L’astinenza dalle carni (o da altro cibo secondo indicazione delle Conferenze Episcopali locali) è prescritta durante tutti i venerdì dell’anno a partire dai 14 anni, con particolare riguardo al tempo di Quaresima.
La dottrina e la pratica dell’astinenza e del digiuno sono presenti da sempre nella vita della Chiesa, ma assumono una fisionomia più definita con il diffondersi del monachesimo (IV sec.): nel movimento cenobita, p. es., si digiunava il mercoledì e il venerdì per tutto l’anno; negli altri giorni del tempo ordinario si consumavano due pasti da cui erano sempre escluse la carne, il vino e ogni altra vivanda che potesse eccitare la sensibilità; nei tempi forti i digiuni e le astinenze si intensificavano. Il senso di tali privazioni veniva ricondotto alla necessità di controllare le passioni: l’esperienza insegnava che cibi molto nutrienti e proteici, insieme al vino, favorivano l’emergere dei desideri carnali.
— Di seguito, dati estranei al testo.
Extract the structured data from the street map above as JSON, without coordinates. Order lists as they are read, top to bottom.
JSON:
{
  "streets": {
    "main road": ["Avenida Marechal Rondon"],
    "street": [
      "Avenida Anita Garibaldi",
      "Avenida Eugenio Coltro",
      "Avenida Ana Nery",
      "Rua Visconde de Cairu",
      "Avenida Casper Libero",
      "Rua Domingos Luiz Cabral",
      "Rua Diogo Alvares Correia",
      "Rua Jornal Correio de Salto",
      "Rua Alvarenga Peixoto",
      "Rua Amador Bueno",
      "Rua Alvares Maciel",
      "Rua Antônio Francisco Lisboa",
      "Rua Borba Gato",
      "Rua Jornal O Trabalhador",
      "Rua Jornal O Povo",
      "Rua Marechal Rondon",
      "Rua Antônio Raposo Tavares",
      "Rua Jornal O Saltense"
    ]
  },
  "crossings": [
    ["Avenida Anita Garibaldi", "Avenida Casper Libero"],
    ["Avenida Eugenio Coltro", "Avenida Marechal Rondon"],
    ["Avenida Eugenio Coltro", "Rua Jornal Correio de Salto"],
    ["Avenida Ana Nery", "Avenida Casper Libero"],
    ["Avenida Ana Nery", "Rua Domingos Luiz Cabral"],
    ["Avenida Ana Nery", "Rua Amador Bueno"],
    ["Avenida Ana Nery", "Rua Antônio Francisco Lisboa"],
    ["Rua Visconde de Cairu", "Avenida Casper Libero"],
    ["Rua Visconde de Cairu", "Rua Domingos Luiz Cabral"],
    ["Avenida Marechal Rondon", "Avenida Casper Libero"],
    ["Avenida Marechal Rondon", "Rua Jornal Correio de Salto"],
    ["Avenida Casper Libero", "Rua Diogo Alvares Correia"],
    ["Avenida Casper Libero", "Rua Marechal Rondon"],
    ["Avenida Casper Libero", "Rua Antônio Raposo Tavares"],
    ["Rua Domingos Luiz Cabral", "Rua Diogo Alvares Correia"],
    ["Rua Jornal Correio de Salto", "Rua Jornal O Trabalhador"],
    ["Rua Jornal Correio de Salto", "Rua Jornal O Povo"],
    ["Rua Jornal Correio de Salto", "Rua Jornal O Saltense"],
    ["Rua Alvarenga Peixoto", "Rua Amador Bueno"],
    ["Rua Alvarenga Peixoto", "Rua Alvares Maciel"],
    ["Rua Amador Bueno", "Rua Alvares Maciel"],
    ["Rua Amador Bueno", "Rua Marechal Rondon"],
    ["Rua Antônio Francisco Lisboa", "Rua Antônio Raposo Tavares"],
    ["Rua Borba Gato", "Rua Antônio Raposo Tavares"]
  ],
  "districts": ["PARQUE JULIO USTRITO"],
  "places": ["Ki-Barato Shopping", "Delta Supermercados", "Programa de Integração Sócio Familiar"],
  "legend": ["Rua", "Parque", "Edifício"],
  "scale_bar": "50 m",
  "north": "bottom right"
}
In una visione platonica dell’uomo, che considerava l’anima come prigioniera del corpo, liberarsi dai piaceri carnali, dai legami familiari, dai desideri terreni era la strada per aderire a Cristo.
Oggi che senso ha astenersi dal mangiare la carne? Si tratta di un esercizio di essenzialità, nel quale si afferma l’umanità e non la pura istintualità delle nostre azioni. Per questo la pratica dell’astinenza non è legata strettamente all’oggetto della rinuncia, quanto alla sua sostanza: non avrebbe senso se, non mangiando la carne, ci si cibasse però di alimenti pregiati e costosi. E’ utile ricordare, tuttavia, che la semplice scelta di non mangiare carne il venerdì conserva un importante significato comunicativo: rispettare questa prescrizione durante i pasti consumati fuori casa, così come preparare cibi pensati per il tempo quaresimale, è un modo semplice per dire pubblicamente la propria appartenenza a Cristo.